*** Given information Section Begins ***

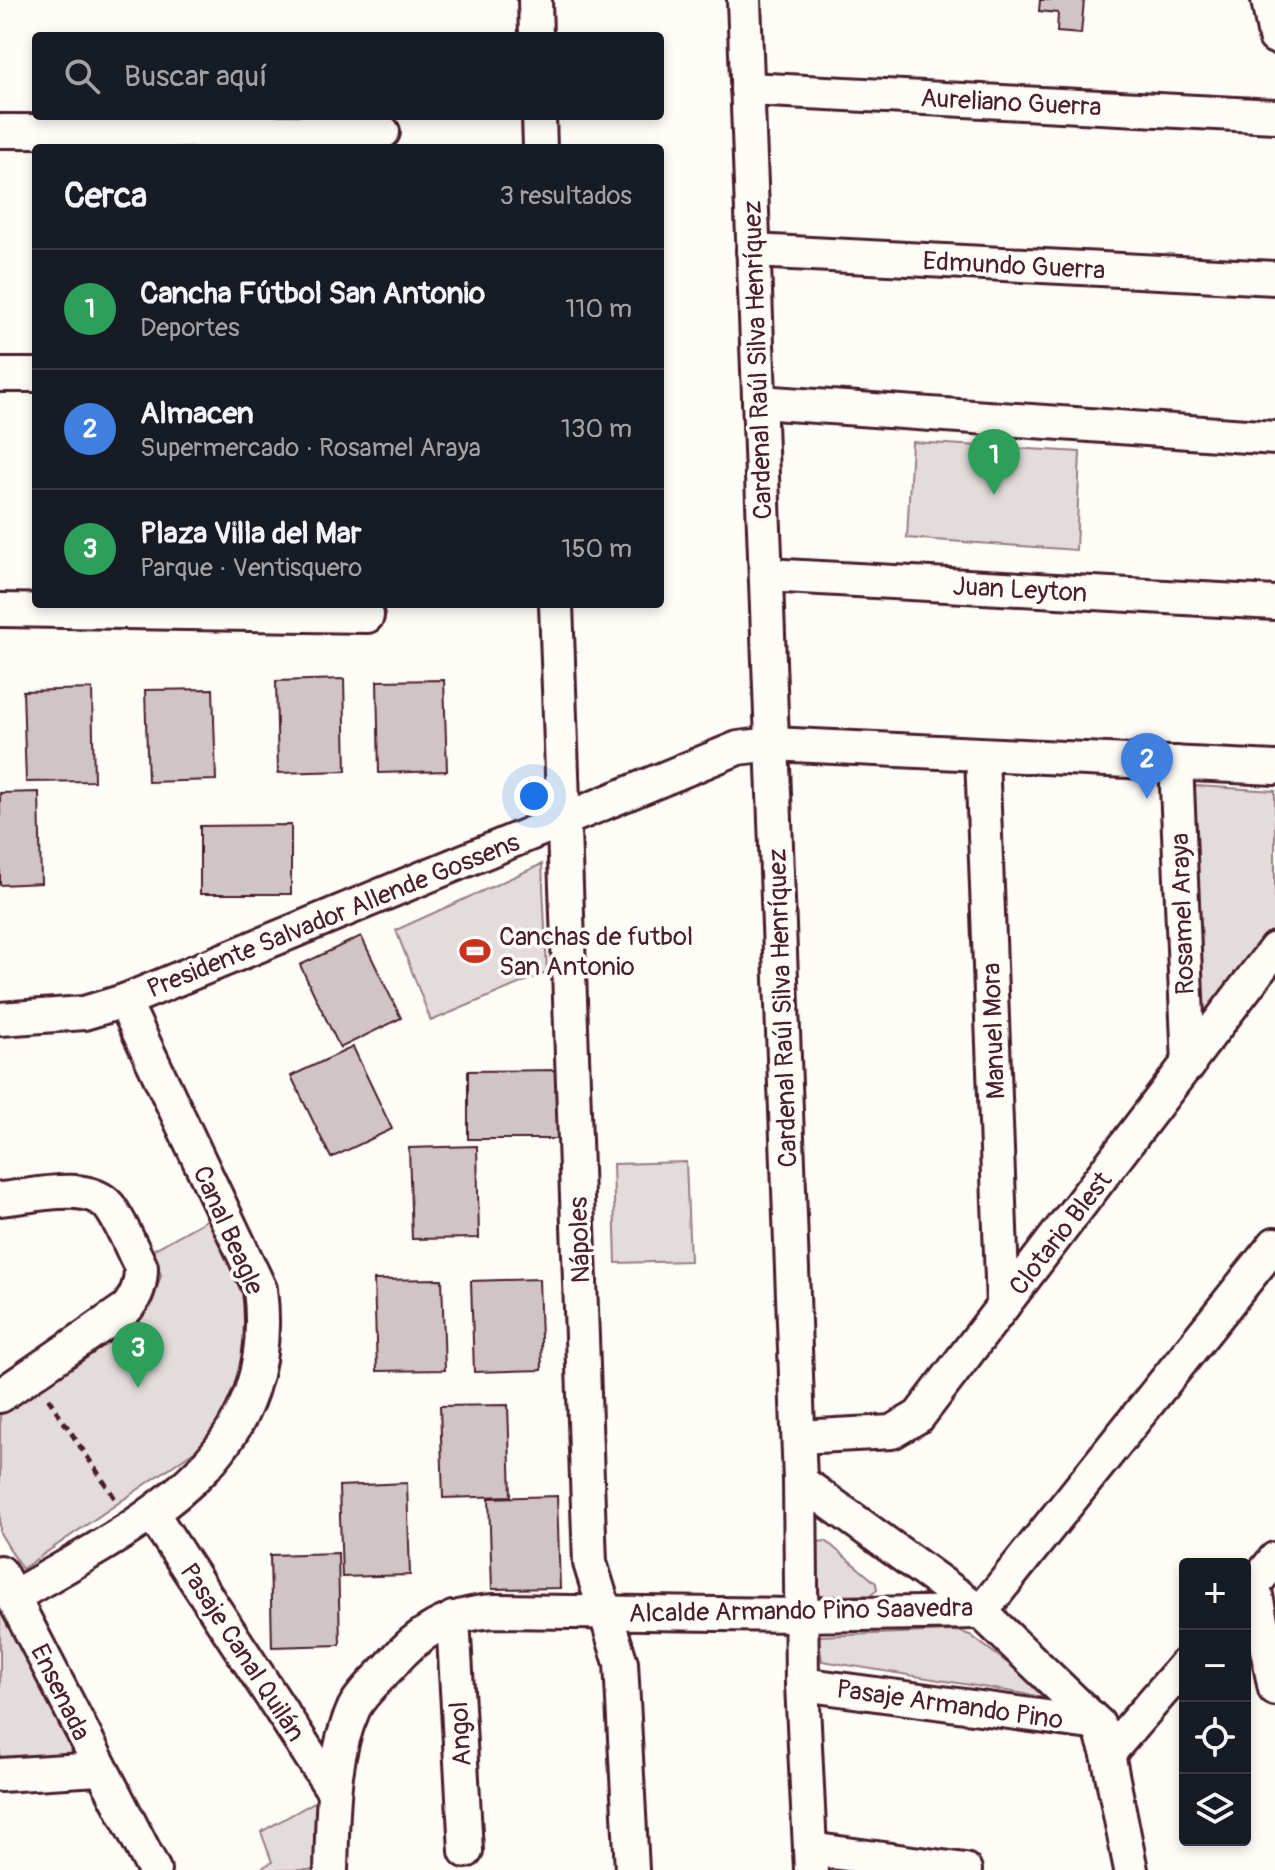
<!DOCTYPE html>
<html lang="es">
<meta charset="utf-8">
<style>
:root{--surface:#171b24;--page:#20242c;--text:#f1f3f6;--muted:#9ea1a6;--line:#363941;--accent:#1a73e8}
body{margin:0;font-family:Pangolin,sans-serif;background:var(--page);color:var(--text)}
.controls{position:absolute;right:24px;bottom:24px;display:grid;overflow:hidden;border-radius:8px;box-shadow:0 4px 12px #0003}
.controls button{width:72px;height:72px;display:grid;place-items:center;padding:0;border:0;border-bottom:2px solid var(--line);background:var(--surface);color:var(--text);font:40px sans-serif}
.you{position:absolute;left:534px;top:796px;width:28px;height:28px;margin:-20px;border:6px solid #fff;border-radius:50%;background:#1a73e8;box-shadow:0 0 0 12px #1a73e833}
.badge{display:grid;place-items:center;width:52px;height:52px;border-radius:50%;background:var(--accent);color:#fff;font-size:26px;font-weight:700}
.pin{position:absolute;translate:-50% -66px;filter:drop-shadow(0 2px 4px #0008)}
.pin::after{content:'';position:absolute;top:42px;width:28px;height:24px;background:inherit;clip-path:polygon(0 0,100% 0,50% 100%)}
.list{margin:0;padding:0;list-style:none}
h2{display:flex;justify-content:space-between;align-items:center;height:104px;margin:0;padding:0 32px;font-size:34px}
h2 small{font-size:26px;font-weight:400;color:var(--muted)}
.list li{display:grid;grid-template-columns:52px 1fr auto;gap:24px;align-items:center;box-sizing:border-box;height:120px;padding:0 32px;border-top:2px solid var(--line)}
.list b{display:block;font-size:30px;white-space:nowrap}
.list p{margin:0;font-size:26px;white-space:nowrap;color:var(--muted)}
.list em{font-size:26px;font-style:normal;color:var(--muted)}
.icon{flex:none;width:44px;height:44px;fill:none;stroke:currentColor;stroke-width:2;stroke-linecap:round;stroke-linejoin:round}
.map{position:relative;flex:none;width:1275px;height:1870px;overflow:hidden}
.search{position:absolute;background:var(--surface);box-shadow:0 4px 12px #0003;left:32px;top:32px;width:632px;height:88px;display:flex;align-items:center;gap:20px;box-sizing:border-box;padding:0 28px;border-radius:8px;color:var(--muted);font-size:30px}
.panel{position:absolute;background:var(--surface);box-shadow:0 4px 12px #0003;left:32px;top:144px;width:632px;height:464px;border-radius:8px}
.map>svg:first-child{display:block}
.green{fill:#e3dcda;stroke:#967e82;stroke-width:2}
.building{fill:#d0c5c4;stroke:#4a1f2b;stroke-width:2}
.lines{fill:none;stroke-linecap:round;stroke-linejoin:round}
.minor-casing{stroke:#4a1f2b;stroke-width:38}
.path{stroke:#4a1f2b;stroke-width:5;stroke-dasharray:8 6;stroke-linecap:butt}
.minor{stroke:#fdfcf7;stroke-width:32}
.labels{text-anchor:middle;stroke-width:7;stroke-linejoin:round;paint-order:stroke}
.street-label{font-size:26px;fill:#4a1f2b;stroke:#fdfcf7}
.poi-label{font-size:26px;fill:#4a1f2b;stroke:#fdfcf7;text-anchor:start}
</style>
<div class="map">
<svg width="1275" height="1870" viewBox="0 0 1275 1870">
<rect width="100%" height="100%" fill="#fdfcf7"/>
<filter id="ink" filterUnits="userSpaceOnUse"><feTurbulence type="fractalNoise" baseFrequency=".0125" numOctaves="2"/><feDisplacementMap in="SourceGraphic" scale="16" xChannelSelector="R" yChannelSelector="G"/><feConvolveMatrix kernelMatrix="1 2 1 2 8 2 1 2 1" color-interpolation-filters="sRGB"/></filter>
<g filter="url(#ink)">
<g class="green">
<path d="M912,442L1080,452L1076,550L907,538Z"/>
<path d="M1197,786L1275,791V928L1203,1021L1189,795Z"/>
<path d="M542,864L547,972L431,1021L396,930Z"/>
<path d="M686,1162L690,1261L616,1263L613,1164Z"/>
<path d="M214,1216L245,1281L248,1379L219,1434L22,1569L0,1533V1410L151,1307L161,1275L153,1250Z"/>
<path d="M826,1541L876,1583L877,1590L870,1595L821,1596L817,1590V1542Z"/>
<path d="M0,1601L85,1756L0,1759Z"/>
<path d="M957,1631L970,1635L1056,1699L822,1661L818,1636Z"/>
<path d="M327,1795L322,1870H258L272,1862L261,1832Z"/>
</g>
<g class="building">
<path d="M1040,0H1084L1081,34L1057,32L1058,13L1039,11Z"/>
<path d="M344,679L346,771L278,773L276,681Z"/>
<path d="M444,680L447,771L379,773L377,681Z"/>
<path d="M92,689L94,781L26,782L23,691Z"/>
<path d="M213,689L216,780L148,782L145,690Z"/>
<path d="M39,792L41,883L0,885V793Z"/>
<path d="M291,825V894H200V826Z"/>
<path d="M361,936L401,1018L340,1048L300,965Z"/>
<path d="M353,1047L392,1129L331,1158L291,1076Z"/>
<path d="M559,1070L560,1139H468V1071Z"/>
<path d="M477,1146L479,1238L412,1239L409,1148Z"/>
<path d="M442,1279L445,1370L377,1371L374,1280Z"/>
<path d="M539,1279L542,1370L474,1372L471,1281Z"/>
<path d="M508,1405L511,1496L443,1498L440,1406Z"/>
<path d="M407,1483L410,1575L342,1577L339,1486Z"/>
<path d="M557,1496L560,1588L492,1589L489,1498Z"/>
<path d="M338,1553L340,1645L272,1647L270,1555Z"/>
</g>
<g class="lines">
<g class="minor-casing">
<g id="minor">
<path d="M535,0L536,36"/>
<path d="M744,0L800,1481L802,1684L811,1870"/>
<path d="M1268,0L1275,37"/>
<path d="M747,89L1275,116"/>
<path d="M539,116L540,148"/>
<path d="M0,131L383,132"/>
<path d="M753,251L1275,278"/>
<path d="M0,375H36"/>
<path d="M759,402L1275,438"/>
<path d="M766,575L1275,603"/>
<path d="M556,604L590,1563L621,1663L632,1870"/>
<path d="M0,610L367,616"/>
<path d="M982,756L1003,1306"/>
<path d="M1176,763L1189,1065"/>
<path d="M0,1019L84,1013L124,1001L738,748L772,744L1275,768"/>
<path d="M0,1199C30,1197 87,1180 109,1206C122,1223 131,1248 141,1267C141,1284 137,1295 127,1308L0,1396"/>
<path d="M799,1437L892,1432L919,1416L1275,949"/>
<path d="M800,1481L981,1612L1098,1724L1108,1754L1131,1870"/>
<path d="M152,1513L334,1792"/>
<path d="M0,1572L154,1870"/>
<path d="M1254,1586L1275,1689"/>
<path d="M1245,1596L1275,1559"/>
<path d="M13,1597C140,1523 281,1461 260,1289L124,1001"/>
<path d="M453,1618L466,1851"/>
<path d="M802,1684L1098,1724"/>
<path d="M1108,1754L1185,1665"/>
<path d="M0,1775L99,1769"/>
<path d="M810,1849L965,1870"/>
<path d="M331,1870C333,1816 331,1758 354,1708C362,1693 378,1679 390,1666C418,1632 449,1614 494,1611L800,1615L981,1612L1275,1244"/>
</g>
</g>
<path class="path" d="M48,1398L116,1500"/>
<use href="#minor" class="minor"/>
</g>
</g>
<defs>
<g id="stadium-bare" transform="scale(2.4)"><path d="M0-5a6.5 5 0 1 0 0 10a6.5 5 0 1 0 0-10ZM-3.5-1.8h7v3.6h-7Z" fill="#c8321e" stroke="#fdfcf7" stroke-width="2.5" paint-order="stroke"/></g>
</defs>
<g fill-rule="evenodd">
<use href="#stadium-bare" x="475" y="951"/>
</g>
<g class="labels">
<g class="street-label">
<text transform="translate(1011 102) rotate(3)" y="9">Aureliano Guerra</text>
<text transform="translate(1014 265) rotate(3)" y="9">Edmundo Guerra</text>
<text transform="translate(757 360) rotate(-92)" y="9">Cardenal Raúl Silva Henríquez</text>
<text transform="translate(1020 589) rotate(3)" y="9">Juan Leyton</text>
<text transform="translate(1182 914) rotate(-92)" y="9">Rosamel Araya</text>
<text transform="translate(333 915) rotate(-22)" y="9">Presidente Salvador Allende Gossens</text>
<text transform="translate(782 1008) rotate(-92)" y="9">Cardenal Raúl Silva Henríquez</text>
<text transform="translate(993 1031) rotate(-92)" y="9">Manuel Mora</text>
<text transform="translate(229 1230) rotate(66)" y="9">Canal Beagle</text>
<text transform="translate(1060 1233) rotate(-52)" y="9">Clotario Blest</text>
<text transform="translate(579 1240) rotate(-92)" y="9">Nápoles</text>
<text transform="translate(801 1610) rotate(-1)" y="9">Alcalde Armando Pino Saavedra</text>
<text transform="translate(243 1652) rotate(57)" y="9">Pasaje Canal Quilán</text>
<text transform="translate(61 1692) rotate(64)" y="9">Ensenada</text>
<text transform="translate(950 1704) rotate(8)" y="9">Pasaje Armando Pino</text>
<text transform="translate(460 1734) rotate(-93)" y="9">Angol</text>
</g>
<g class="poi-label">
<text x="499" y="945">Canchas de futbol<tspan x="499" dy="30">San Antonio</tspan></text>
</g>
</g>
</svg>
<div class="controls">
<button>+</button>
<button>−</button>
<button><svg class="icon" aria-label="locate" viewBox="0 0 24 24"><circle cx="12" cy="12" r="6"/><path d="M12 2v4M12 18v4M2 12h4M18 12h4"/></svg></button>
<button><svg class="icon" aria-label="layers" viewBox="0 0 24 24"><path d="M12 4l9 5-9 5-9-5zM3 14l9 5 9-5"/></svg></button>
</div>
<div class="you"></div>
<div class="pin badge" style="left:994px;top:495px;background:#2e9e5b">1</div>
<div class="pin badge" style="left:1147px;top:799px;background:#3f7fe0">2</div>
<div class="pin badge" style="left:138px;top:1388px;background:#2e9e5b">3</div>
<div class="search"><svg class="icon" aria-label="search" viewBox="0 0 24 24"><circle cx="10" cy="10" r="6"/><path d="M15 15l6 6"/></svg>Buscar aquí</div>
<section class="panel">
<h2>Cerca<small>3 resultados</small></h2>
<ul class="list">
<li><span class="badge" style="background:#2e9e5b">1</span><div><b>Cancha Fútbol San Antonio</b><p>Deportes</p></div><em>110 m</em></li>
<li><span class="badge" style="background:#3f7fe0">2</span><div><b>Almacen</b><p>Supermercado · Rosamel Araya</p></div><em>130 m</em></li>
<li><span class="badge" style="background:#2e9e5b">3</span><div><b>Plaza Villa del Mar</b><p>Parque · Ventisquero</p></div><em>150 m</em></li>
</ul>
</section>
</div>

*** Given information Section Ends ***

All lines above with "linecap" in them should be returned.

### Task answer
.icon{flex:none;width:44px;height:44px;fill:none;stroke:currentColor;stroke-width:2;stroke-linecap:round;stroke-linejoin:round}
.lines{fill:none;stroke-linecap:round;stroke-linejoin:round}
.path{stroke:#4a1f2b;stroke-width:5;stroke-dasharray:8 6;stroke-linecap:butt}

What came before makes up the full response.